Specifically within South Carolina, manufacturing accounted for 17.3 percent of the state GDP in 2013 according to figures published by the Bureau of Economic Analysis and 24/7 Wall St. According to those same reports, manufacturing within the automotive industry accounted for nearly $4 billion of the state GDP, led by Michelin and BMW—both of which call South Carolina’s Upstate home.
“There are a number of key drivers in the resurgence, or the on-shoring, of manufacturing,” says South Carolina Secretary of Commerce Bobby Hitt. “One is logistics – companies are seeking savings in transportation costs. Workforce considerations – rising labor costs abroad and the ability to have influence over the quality of the finished products – are of great importance, as are competitive costs for both utilities and land.”
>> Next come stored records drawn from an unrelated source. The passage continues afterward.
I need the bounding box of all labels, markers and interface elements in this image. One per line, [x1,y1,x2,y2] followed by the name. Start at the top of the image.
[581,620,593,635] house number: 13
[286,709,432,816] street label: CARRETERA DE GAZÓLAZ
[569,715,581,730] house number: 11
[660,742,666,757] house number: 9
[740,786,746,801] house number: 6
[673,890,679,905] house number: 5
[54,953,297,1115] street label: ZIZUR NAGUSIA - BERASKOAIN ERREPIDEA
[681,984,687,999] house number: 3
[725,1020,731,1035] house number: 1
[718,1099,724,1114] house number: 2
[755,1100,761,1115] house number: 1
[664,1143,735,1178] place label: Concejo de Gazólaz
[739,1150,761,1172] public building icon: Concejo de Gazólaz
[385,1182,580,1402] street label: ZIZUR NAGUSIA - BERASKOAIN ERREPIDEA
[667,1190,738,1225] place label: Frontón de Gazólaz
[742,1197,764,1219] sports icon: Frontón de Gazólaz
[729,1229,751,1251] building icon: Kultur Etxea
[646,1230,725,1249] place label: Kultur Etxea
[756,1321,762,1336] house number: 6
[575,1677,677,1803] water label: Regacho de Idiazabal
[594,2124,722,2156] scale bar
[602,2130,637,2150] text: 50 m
(South Carolina Secretary of Commerce Bobby Hitt with BMW’s new X4 sports activity coupe. BMW’s Greer-based facility is the German automaker’s only manufacturing plant in the U.S.)
While all signs point to continued growth in automotive manufacturing, as well as an uptick within the advanced materials, biosciences and aerospace sectors, it’s no secret that the modern-day manufacturing facility no longer looks and operates the way it did when U.S. manufacturing was at its peak throughout much of the 20th century. Today’s manufacturing facility is one that requires streamlined access to international export and import capabilities, a highly-skilled and trainable workforce and the resources to innovate at a rapid pace.
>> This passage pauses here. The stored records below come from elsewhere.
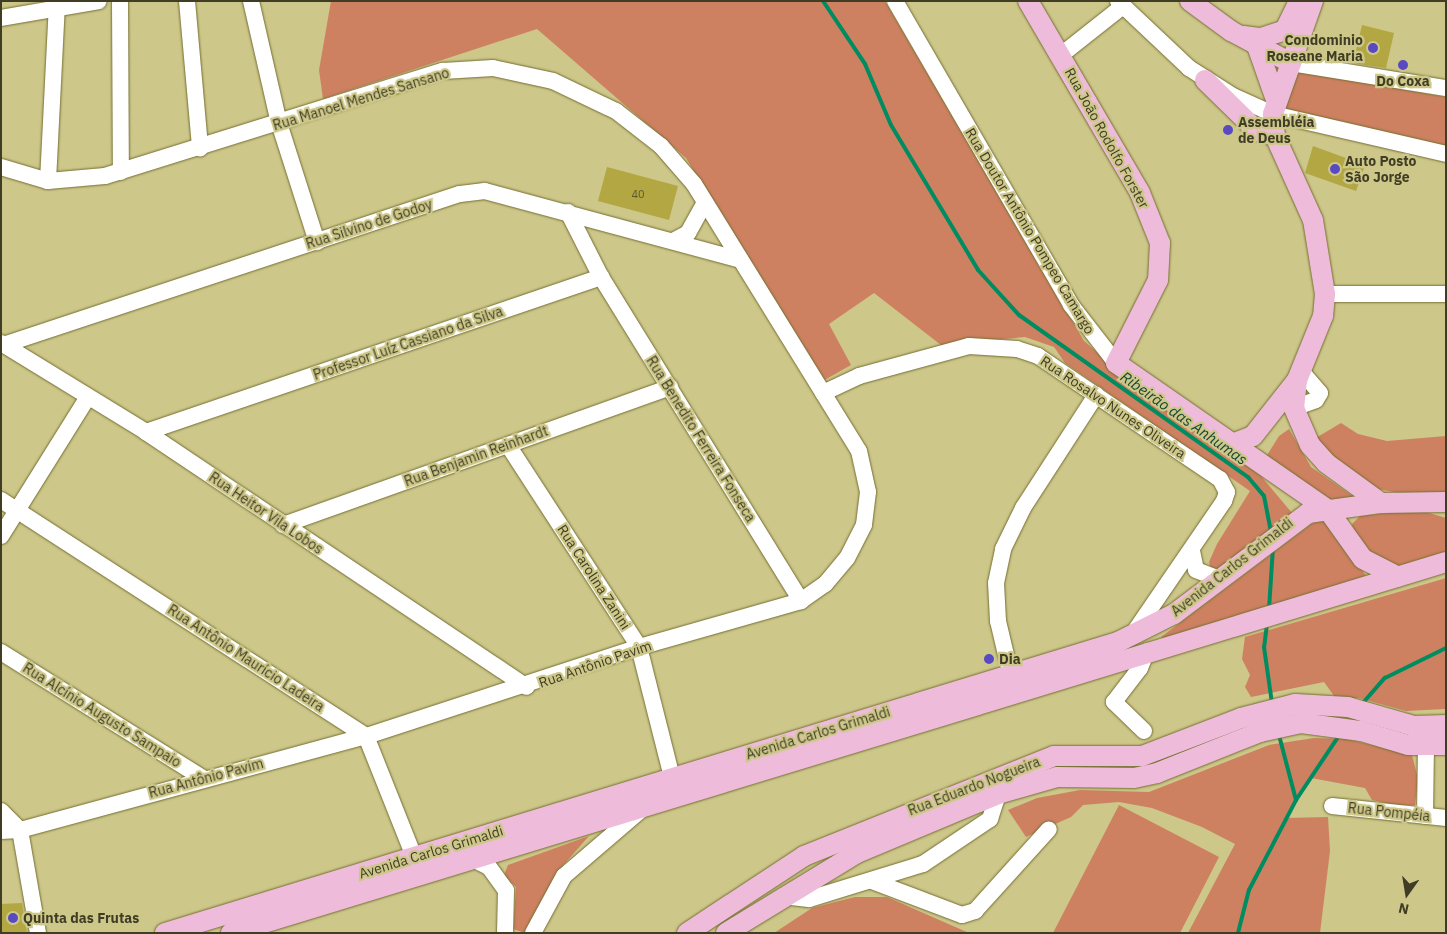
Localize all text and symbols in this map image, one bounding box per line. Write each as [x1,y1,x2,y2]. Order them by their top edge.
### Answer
place label: Condominio Roseane Maria [1266,32,1363,64]
marker: Condominio Roseane Maria [1367,42,1379,54]
marker: Do Coxa [1397,59,1409,71]
street label: Rua Manoel Mendes Sansano [271,64,451,134]
street label: Rua João Rodolfo Forster [1061,65,1153,211]
place label: Do Coxa [1376,73,1430,89]
place label: Assembléia de Deus [1238,114,1315,146]
marker: Assembléia de Deus [1222,124,1234,136]
street label: Rua Doutor Antônio Pompeo Camargo [962,125,1098,337]
place label: Auto Posto São Jorge [1345,153,1416,186]
marker: Auto Posto São Jorge [1329,163,1341,175]
house number: 40 [631,187,645,201]
street label: Rua Silvino de Godoy [304,196,434,252]
street label: Professor Luíz Cassiano da Silva [311,303,505,383]
street label: Rua Rosalvo Nunes Oliveira [1037,352,1189,462]
street label: Rua Benedito Ferreira Fonseca [643,353,759,525]
water label: Ribeirão das Anhumas [1117,367,1251,469]
street label: Rua Benjamin Reinhardt [402,422,550,490]
street label: Rua Heitor Vila Lobos [206,469,326,557]
street label: Avenida Carlos Grimaldi [1168,514,1296,620]
street label: Rua Carolina Zanini [554,522,634,632]
street label: Rua Antônio Maurício Ladeira [165,601,327,715]
street label: Rua Antônio Pavim [536,637,654,691]
place label: Dia [999,651,1021,667]
marker: Dia [983,653,995,665]
street label: Rua Alcínio Augusto Sampaio [20,659,184,771]
street label: Avenida Carlos Grimaldi [744,703,892,763]
street label: Rua Eduardo Nogueira [905,753,1043,819]
street label: Rua Antônio Pavim [147,755,265,801]
street label: Rua Pompéia [1347,799,1431,825]
street label: Avenida Carlos Grimaldi [357,822,505,882]
north arrow [1382,869,1432,919]
text: N [1397,899,1411,919]
place label: Quinta das Frutas [23,910,139,926]
marker: Quinta das Frutas [7,912,19,924]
So how is the state of South Carolina and the Upstate rising to meet the difficult demands of the modern manufacturer, thus leading this industrial resurgence?
“South Carolina is uniquely positioned to remain at the forefront of today’s manufacturing renaissance,” says Hitt. “Our infrastructure network, including a world-class port and now the inland port in the Upstate, allows companies to get products to market faster. Our skilled workforce, favorable energy costs, the availability of land and our state’s track record for attracting foreign-direct investment – all make South Carolina an attractive place for manufacturers to call home.”
In order to better understand the Upstate’s unique position in the industrial sector, we must look at the key factors behind the region’s success.
South Carolina, led by the Upstate region, has proven to be an exception business climate for many of the world’s biggest companies. The Upstate alone is home to more than 375 international companies from 31 countries, including the likes of Michelin, Fujifilm, Bosch, ZF and BMW.
“There is no greater evidence of South Carolina’s ability to lead in manufacturing than the BMW success story in the Upstate,” says Hitt. “As the state’s first automotive manufacturer, BMW is the corporate model for a successful manufacturing operation in the Palmetto State, and their presence has been a catalyst for the state’s automotive sector.”
This year alone has been an impressive one for foreign direct investment (FDI) in the Upstate, accounting for more than 2,100 announced jobs and $2.2 billion in announced capital investment.
Additionally, the Upstate region has one of the highest concentrations of jobs supported by FDI according to a recent report by the Brookings Institution. Almost 11 percent of the Upstate region’s jobs are in foreign owned enterprise, which is double the national average. When combined, the Anderson, Gaffney, Greenville, Greenwood, Seneca, Spartanburg and Union metro and micro areas housed 50,600 jobs in foreign-owned enterprises in 2011.
Alongside its supportive international community, the Upstate also provides an expansive transportation network allowing companies to operate efficiently, importing and exporting their products worldwide with ease.
Among the resource available to manufacturers is the South Carolina Inland Port, which extends the Port of Charleston’s reach all the way to Greer, S.C. in the Upstate. This provides shippers with access to more than 95 million consumers within a one-day drive, significantly boosting efficiency for international freight movement.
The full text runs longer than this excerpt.